» Your objective:
Nothing in the data may be changed; retype all of it.

» Supplied data:
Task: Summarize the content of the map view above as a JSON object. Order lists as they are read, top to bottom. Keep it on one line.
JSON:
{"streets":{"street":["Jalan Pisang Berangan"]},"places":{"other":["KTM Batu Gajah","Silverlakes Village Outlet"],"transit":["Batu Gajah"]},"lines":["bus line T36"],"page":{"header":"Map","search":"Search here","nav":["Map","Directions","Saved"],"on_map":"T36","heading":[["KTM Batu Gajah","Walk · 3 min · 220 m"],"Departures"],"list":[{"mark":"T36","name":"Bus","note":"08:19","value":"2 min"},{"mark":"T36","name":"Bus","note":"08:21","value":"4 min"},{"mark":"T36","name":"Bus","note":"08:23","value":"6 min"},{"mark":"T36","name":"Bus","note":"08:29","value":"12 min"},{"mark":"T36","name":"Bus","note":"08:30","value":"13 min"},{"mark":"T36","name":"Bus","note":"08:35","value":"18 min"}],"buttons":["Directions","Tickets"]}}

» Answer to this problem:
Task: Summarize the content of the map view above as a JSON object. Order lists as they are read, top to bottom. Keep it on one line.
JSON:
{"streets":{"street":["Jalan Pisang Berangan"]},"places":{"other":["KTM Batu Gajah","Silverlakes Village Outlet"],"transit":["Batu Gajah"]},"lines":["bus line T36"],"page":{"header":"Map","search":"Search here","nav":["Map","Directions","Saved"],"on_map":"T36","heading":[["KTM Batu Gajah","Walk · 3 min · 220 m"],"Departures"],"list":[{"mark":"T36","name":"Bus","note":"08:19","value":"2 min"},{"mark":"T36","name":"Bus","note":"08:21","value":"4 min"},{"mark":"T36","name":"Bus","note":"08:23","value":"6 min"},{"mark":"T36","name":"Bus","note":"08:29","value":"12 min"},{"mark":"T36","name":"Bus","note":"08:30","value":"13 min"},{"mark":"T36","name":"Bus","note":"08:35","value":"18 min"}],"buttons":["Directions","Tickets"]}}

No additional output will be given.